**TASK OBJECTIVE**
Every line with the string "Elevation" in it belongs in your answer, so copy them all from the data.

[Stored data]
----------------

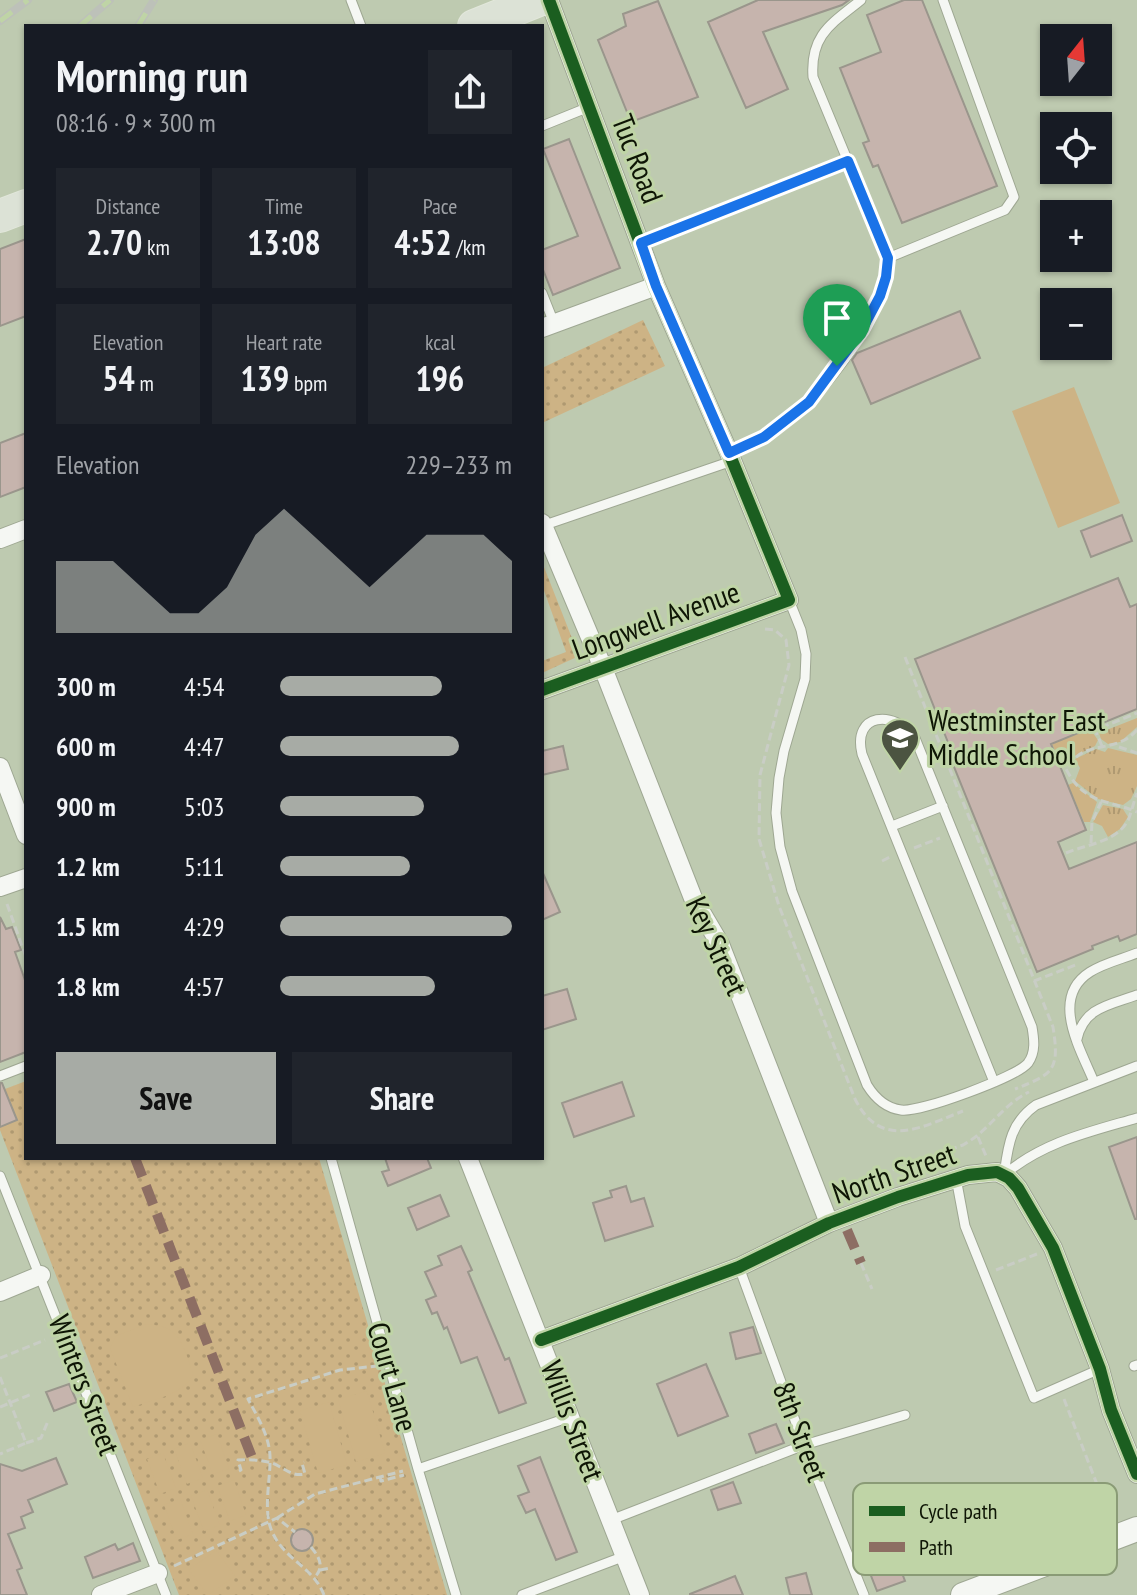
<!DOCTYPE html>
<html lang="en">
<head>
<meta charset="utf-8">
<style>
	:root { --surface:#171b24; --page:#20242c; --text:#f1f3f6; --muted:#9ea1a6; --accent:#a7aba5 }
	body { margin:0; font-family:"PT Sans Narrow",sans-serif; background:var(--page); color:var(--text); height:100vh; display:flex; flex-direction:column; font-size:30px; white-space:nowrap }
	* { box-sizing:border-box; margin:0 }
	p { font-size:26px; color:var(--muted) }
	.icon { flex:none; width:44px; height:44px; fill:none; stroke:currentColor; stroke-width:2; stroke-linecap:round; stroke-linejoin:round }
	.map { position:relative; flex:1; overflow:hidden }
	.panel { position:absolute; left:24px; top:24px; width:520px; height:1136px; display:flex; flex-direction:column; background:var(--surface); border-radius:0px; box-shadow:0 2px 6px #0004 }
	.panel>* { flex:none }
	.needle { width:52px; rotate:17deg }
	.buttons { position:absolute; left:1040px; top:24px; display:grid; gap:16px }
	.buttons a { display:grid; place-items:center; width:72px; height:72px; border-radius:0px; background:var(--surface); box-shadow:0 2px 6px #0004; font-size:40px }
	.pin { position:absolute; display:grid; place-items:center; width:68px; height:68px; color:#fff; margin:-82px -34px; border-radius:50% 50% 50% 0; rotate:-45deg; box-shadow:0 0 8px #0007 }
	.pin .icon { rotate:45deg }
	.round { display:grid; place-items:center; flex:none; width:84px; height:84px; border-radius:0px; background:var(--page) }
	.overview { display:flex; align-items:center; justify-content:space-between; height:136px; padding:0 32px }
	h1 { font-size:44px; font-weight:600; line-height:60px }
	.stats { display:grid; grid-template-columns:repeat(3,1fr); gap:12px; height:136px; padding:8px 32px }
	.stats div { display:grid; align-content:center; border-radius:0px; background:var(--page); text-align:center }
	.stats b { font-size:34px; font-weight:600 }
	.stats small { font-size:22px; font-weight:400 }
	.stats p { font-size:22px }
	.chart { height:224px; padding:16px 32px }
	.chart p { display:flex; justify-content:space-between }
	.chart svg { width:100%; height:144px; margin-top:8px; fill:var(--accent); opacity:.7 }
	.primary-button { display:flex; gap:16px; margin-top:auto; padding:16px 32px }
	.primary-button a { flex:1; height:92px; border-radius:0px; background:var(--accent); color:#111; font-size:32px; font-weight:600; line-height:92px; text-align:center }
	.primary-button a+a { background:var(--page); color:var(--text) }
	ul { padding:0 32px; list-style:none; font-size:26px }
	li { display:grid; grid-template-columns:128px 96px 1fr; align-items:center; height:60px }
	li i { height:20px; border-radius:10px; background:var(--accent) }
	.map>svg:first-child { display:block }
	.grass { fill:url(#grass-tufts) }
	.park { fill:url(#park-dots) }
	.pitch { fill:#cdb385 }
	.building { fill:#c6b4ad; stroke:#9a968c; stroke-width:2 }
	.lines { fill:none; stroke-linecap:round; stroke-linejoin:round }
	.service-casing { stroke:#9ea792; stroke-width:11 }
	.minor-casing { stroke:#9ea792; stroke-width:20 }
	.tertiary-casing { stroke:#9ea792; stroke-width:26 }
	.trunk-casing { stroke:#e2e7db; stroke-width:34 }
	.path { stroke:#c9cdc5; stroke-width:3; stroke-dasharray:8 4; stroke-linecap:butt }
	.service { stroke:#f5f7f3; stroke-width:9 }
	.minor { stroke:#f5f7f3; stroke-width:18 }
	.tertiary { stroke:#f5f7f3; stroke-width:24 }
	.trunk { stroke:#dce2d6; stroke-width:32 }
	.rail-casing { stroke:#bdc1b9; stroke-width:8 }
	.rail { stroke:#bfd4a6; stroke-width:5; stroke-dasharray:15; stroke-linecap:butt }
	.quiet { stroke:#8d6e63; stroke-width:10; stroke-dasharray:20 10; stroke-linecap:butt }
	.cycleway-casing { stroke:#bfd4a6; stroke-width:17 }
	.cycleway { stroke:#1b5e20; stroke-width:12 }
	.route-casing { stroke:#fff; stroke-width:16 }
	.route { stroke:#1a73e8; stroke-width:10 }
	.labels { text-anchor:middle; stroke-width:6; stroke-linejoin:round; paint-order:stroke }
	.street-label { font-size:30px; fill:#0e1505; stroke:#bfd4a6 }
	.poi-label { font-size:30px; fill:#0e1505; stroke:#bfd4a6; text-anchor:start }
	.key { fill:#bfd4a6; stroke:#8a9b76; stroke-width:2 }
	.key-label { font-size:22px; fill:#0e1505 }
</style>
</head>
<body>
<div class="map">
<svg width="1137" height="1595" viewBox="0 0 1137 1595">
	<defs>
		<pattern id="grass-tufts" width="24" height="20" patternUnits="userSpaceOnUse" patternTransform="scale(2)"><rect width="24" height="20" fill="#cdb385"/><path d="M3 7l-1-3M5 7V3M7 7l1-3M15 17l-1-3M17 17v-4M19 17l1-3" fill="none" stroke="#af9971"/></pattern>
		<pattern id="park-dots" width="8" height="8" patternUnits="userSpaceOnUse" patternTransform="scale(2)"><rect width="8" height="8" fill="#cdb385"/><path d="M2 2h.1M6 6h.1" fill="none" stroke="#af9971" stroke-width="1.8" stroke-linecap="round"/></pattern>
	</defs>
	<rect width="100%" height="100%" fill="#becab0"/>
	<path class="grass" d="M 1137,718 L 1137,727 L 1120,742 L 1108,744 L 1101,739 L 1099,733 Z
		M 1090,729 L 1098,740 L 1095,746 L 1073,757 L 1063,753 L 1057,755 L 1052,744 Z
		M 1108,748 L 1137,755 L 1137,786 L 1131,799 L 1123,805 L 1098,799 L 1075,781 L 1080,768 L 1075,759 L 1096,749 L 1105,752 Z
		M 1073,783 L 1097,802 L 1090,822 L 1084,822 L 1068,785 Z
		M 1103,805 L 1123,809 L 1128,817 L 1120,829 L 1108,837 L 1102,826 L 1093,822 Z"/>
	<path class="park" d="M 643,320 L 665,366 L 542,423 L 542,368 Z
		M 542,562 L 579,656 L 542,673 L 542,661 L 566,652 L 542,585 Z
		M 26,1081 L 26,1158 L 319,1158 L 447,1595 L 179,1595 L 0,1130 L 0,1127 L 17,1120 L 5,1089 Z"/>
	<path class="pitch" d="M 1074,387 L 1120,503 L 1058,528 L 1012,411 Z
		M 144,1325 C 179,1323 183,1344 193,1374 C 186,1394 151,1400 133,1407 L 110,1348 L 116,1336 Z
		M 367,1391 L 385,1453 L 356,1462 L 338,1399 Z
		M 329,1402 L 347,1465 L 318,1473 L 300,1411 Z
		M 217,1434 L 229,1469 L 213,1474 L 200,1440 Z
		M 190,1443 L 203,1478 L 187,1484 L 174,1449 Z
		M 163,1453 L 176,1488 L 160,1494 L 147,1459 Z
		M 234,1480 L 246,1515 L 230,1521 L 217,1486 Z
		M 207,1490 L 220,1525 L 204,1531 L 191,1496 Z
		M 180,1499 L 193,1534 L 177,1540 L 164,1505 Z
		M 216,1550 L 235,1576 L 208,1595 L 189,1570 Z"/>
	<path class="building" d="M 758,0 L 849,0 L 842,5 L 763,32 L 788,89 L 746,108 L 708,22 Z
		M 904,0 L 922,0 L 997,186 L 902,223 L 878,165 L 873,167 L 863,143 L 869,141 L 840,68 L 881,52 L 867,15 Z
		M 658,1 L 698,97 L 631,122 L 598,40 L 626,26 L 623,14 Z
		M 569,139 L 620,268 L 553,295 L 542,267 L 542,250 L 578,236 L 543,149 Z
		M 26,239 L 26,316 L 0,326 L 0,249 Z
		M 960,311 L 980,358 L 871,404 L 852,360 L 857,353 Z
		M 26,433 L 26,487 L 0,497 L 0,443 Z
		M 1122,515 L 1132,541 L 1091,557 L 1081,531 Z
		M 1118,578 L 1130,607 L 1137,604 L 1137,709 L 1051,744 L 1086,830 L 1058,842 L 1069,869 L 1137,842 L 1137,934 L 1120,941 L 1118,936 L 1092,946 L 1093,949 L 1037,972 L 948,752 L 951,750 L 915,659 Z
		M 563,746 L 568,769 L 542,775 L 542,751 Z
		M 542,871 L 560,912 L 542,920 Z
		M 0,917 L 6,929 L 12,927 L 21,950 L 15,952 L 26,983 L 26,1052 L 0,1062 Z
		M 567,989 L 576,1019 L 542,1030 L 542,996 Z
		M 622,1082 L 634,1116 L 574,1137 L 562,1103 Z
		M 0,1083 L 2,1083 L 17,1120 L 0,1127 Z
		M 1137,1137 L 1137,1219 L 1135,1219 L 1109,1147 Z
		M 385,1158 L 427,1158 L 431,1168 L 388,1186 L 382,1172 L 389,1170 Z
		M 626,1186 L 631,1202 L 644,1198 L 653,1226 L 605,1241 L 593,1203 L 612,1197 L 610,1191 Z
		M 440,1195 L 449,1216 L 417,1230 L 408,1208 Z
		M 461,1246 L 472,1270 L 468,1272 L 505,1360 L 509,1358 L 526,1403 L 499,1413 L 477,1357 L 461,1363 L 447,1327 L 444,1329 L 437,1312 L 432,1314 L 426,1300 L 436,1296 L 425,1272 L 442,1265 L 438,1256 Z
		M 753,1327 L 761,1353 L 736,1359 L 730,1333 Z
		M 706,1364 L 728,1416 L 678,1436 L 657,1384 Z
		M 69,1384 L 77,1402 L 54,1411 L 46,1392 Z
		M 776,1424 L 784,1443 L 756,1453 L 749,1434 Z
		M 540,1457 L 577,1552 L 556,1560 L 535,1509 L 526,1513 L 518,1496 L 529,1492 L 518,1466 Z
		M 56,1458 L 67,1484 L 28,1500 L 33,1512 L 21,1517 L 25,1528 L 8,1534 L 22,1568 L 17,1570 L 27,1595 L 0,1595 L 0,1464 L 22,1471 Z
		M 733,1482 L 741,1503 L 718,1510 L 711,1490 Z
		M 937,1517 L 949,1559 L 902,1573 L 905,1581 L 877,1591 L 868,1568 L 917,1549 L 910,1525 Z
		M291 1540a11 11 0 1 1 22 0a11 11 0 1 1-22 0Z
		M 133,1543 L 140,1561 L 93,1578 L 85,1557 L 115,1544 L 118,1550 Z
		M 806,1573 L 812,1595 L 790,1595 L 786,1578 Z
		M 735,1576 L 743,1595 L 690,1595 L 690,1594 Z"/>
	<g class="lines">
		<defs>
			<path id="service" d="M 351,0 L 361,26
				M 542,126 L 589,107
				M 641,243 L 848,161
				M 888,258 L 1005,210 L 1014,197 L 943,0
				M 542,293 L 554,323
				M 729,453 C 740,448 753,444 763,438 C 818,408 882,320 888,258 L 813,77 C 810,35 831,24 861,0
				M 542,526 L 732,461
				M 789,600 L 801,630 L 806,654 L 805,679 L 784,751 L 779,778 L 776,813 L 780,847 L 792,891 L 867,1085 C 875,1098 886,1108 901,1110 C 919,1113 1017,1077 1028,1063 C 1036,1052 1034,1039 1032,1027 L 915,738 C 894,709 852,713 862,754 L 994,1082
				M 892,826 L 943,806
				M 1077,1039 C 1084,1007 1110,1005 1137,995
				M 0,1076 L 26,1066
				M 1094,1082 C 1081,1050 1049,998 1090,972 C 1104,963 1122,959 1137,953
				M 331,1158 L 418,1469 L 456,1595
				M 1004,1175 C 1008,1146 1010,1123 1036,1105 L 1137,1066
				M 1004,1175 C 1043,1142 1089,1132 1137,1118
				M 0,1176 L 166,1595
				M 956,1178 L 965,1226 L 1034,1398 L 1100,1369
				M 739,1267 L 804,1445 L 864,1595
				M 1134,1366 L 1137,1365
				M 418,1469 L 570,1417
				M 611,1520 L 804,1445 L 905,1415
				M 522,1595 L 625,1556"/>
			<path id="minor" d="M 542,328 L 656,286
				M 542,523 L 603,668 L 693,898 L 720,944 L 829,1223
				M 0,539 L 26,529
				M 542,690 L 789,600 L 729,453 L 656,286 L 549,0
				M 0,767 L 26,835
				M 0,887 L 26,878
				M 468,1158 L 640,1595
				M 0,1292 L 41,1275
				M 541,1340 L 739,1267 L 829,1223 L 898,1197 L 968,1175 L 997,1172 L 1009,1178 L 1018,1188 L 1053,1248 L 1100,1369 L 1111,1410 L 1137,1474
				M 101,1595 L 158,1573"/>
			<path id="tertiary" d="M 963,1595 L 1137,1529"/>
			<path id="trunk" d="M 474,26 L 539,0
				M 0,216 L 26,206"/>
		</defs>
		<use href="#service" class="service-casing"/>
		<use href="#minor" class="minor-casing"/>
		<use href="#tertiary" class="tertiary-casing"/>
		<use href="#trunk" class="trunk-casing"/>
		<path class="path" d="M 729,594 L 737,601
			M 765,629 L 775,630 L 786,640 L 789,665 L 760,775 L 759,839 L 779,906 L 855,1099 C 881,1151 922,1127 963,1111
			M 905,657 L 1053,1027 C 1060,1071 1053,1074 1015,1089
			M 1137,730 C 1114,756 1085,737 1066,769 C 1084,804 1106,799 1137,812
			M 1102,746 L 1095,730 L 1137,713
			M 1119,747 L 1137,753
			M 1091,843 L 1092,822 L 1101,802
			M 914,848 L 940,838
			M 1066,853 C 1087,844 1119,842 1129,818 C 1132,810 1134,801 1137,793
			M 882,861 L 890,857
			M 7,904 L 26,957
			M 1034,981 L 1078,964
			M 978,1137 L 986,1156
			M 836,1190 L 963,1145 C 989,1131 1002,1105 1029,1092
			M 861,1263 L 872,1289
			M 996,1270 L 1037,1254
			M 0,1358 L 45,1340
			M 0,1377 L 26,1443 L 0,1454
			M 1064,1399 L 1110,1518
			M 0,1407 L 32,1394
			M 26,1443 L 41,1438 L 48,1421
			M 239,1471 L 241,1470 L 238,1460 C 249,1459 262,1460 272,1463 C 285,1468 291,1477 305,1474 L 302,1463 L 304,1462
			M 380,1476 L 381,1481 L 404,1475
			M 277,1518 L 315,1494 L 403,1471
			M 311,1547 C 319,1557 325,1566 315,1577
			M 174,1566 L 277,1518 L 295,1532
			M 320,1570 L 330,1568
			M 324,1595 C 313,1566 283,1560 271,1529 C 263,1508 271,1477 270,1456 C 269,1435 257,1416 248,1399 L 340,1370 L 377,1366"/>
		<use href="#service" class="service"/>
		<use href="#minor" class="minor"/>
		<use href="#tertiary" class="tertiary"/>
		<use href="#trunk" class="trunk"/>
		<defs>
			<path id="rail" d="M 0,21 L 28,0
				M 80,26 L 110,0
				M 138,26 L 154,0"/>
		</defs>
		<use href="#rail" class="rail-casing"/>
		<use href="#rail" class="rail"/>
		<path class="quiet" d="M 135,1158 L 253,1460
			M 847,1230 L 861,1263"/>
		<defs>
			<path id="cycleway" d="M 542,690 L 789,600 L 729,453 L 656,286 L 549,0
				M 541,1340 L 739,1267 L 829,1223 L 898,1197 L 968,1175 L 997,1172 L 1009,1178 L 1018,1188 L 1053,1248 L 1100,1369 L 1111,1410 L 1137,1474"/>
		</defs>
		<use href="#cycleway" class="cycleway-casing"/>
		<use href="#cycleway" class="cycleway"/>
	</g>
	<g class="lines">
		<defs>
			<path id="route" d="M 848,161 L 888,258 L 886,277 L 880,296 L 862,330 L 809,402 L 764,437 L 729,453 L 656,286 L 641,243 Z"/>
		</defs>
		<use href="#route" class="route-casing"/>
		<use href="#route" class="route"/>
	</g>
	<defs>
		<symbol id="school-pin" viewBox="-11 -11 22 30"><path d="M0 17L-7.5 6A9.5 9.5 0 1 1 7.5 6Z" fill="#4c5441" stroke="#bfd4a6"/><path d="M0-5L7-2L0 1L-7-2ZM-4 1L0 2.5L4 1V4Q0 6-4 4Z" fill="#fff"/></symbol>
	</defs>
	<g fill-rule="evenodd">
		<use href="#school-pin" x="878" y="716" width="44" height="60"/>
	</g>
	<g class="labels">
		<g class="street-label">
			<text transform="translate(637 159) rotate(69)" y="10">Tuc Road</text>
			<text transform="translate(656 621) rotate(-20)" y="10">Longwell Avenue</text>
			<text transform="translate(716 946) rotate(65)" y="10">Key Street</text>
			<text transform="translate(894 1174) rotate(-19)" y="10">North Street</text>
			<text transform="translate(392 1377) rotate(74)" y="10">Court Lane</text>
			<text transform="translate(84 1385) rotate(69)" y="10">Winters Street</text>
			<text transform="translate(572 1421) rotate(69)" y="10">Willis Street</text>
			<text transform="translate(800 1432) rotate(69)" y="10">8th Street</text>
		</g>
		<g class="poi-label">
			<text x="928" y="731">Westminster East<tspan x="928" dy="34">Middle School</tspan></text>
		</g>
	</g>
	<rect x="853" y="1483" width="264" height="92" rx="12" class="key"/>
	<rect x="869" y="1506" width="36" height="10" fill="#1b5e20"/>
	<rect x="869" y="1542" width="36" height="10" fill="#8d6e63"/>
	<g class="key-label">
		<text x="919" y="1519">Cycle path</text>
		<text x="919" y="1555">Path</text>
	</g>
</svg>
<div class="buttons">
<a><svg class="needle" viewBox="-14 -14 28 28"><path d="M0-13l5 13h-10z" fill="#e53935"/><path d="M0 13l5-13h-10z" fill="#9ea1a6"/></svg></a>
<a><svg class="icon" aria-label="locate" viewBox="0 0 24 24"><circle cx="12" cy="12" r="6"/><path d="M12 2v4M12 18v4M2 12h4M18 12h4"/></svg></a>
<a>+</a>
<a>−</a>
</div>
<div class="pin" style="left:837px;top:366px;background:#1e9e55"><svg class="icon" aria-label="arrive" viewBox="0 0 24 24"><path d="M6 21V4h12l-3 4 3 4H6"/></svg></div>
<section class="panel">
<div class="overview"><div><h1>Morning run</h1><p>08:16 · 9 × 300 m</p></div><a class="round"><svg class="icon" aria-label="share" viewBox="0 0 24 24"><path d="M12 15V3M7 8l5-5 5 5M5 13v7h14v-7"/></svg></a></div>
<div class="stats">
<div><p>Distance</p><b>2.70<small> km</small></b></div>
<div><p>Time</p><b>13:08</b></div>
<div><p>Pace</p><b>4:52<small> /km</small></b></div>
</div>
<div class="stats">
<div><p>Elevation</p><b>54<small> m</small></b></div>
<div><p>Heart rate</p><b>139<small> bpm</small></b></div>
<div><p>kcal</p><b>196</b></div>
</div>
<div class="chart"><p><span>Elevation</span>229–233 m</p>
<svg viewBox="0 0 160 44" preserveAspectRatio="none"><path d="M0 44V22L10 22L20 22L30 30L40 38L50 38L60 30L70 14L80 6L90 14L100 22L110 30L120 22L130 14L140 14L150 14L160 22V44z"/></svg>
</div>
<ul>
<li><b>300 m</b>4:54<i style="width:70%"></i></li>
<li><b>600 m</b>4:47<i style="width:77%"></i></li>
<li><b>900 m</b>5:03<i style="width:62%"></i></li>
<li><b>1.2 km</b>5:11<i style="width:56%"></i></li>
<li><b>1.5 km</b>4:29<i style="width:100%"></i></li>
<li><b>1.8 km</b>4:57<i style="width:67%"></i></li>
</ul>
<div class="primary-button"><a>Save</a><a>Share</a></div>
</section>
</div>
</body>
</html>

----------------

**RESULT FOR THIS EXERCISE**
<div><p>Elevation</p><b>54<small> m</small></b></div>
<div class="chart"><p><span>Elevation</span>229–233 m</p>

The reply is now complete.